Hotel in downtown Cairo, Egypt

The Windsor Hotel (فندق وندسور in Arabic, Hôtel Windsor in French) is a historic hotel in downtown Cairo, Egypt. Constructed in 1893, it is located near Opera Square and across Alfi Bey Street from the site of the former Shepheard's Hotel, of which it once served as an annex. During the First World War, it served as a British Officers Club, and much of its interior and furnishings date to this period. It has been called "an unrestored ode to the days of British colonial travel."

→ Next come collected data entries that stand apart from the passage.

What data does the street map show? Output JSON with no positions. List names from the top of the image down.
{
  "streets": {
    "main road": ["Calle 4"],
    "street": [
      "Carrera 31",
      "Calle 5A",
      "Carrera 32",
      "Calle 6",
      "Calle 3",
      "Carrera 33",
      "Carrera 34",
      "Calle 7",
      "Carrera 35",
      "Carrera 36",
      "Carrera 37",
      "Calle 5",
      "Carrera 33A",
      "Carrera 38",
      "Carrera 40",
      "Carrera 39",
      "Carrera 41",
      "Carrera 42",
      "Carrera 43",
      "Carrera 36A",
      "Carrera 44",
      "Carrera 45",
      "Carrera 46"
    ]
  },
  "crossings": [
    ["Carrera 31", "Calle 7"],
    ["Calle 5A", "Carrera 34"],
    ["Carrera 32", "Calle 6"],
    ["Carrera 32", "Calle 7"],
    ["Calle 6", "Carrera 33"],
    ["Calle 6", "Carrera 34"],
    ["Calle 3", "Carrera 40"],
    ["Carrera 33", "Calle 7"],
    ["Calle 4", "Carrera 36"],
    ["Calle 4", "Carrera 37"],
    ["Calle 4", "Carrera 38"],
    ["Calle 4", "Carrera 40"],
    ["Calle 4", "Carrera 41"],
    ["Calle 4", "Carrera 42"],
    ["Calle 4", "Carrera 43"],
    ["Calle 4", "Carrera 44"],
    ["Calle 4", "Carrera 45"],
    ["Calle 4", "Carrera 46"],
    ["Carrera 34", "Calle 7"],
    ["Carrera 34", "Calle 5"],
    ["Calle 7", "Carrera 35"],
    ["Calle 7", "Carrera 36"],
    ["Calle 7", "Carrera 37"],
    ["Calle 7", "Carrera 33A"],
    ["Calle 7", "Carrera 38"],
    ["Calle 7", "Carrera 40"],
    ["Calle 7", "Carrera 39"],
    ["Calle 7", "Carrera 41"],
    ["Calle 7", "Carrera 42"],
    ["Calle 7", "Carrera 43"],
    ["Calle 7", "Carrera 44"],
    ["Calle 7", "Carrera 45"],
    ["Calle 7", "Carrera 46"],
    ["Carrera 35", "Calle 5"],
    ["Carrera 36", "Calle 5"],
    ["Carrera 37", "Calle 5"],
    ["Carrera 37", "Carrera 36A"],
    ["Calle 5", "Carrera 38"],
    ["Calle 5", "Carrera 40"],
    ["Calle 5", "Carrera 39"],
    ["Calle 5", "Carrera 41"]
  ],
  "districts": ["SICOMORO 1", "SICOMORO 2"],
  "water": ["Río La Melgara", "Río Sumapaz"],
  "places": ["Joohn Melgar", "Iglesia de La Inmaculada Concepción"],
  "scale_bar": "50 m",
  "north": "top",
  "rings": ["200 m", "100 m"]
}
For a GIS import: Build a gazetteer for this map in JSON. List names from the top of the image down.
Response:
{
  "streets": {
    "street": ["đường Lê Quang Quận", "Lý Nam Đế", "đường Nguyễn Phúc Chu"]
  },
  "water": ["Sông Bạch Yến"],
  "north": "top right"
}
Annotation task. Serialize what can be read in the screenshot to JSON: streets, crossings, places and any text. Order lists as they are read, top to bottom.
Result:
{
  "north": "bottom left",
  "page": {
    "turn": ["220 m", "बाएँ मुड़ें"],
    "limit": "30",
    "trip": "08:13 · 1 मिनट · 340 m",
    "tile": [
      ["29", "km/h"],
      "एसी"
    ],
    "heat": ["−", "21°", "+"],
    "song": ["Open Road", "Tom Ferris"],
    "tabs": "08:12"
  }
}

After suffering damage from Metro line construction, it closed for repairs in September 2019; As of February 2020, it has not yet re-opened.

==Architecture==
Originally constructed in 1893 as part of a royal baths complex, the Windsor Hotel is an example of colonial-era neo-Mamluk architecture. Its exterior facade bears strong resemblance to the interior courtyard facades of the 16th century Wikala of El-Ghouri, a caravanserai located in the nearby Khan el-Khalili souk. It is one of the only surviving examples of Khedivial patronage in this neighborhood of Cairo, which once included the Royal Opera House, Royal Mail, and Ezbakeyyah Gardens, in addition to the hammam complex.

According to engineers at the Schindler Elevator Corporation, the Windsor's manually operated wooden carriage elevator is the oldest in Egypt and among the oldest operating elevators of its type in the world.

It features in episode two of the BBC television series “Around the World in 80 Days” featuring Monty Python star Michael Palin.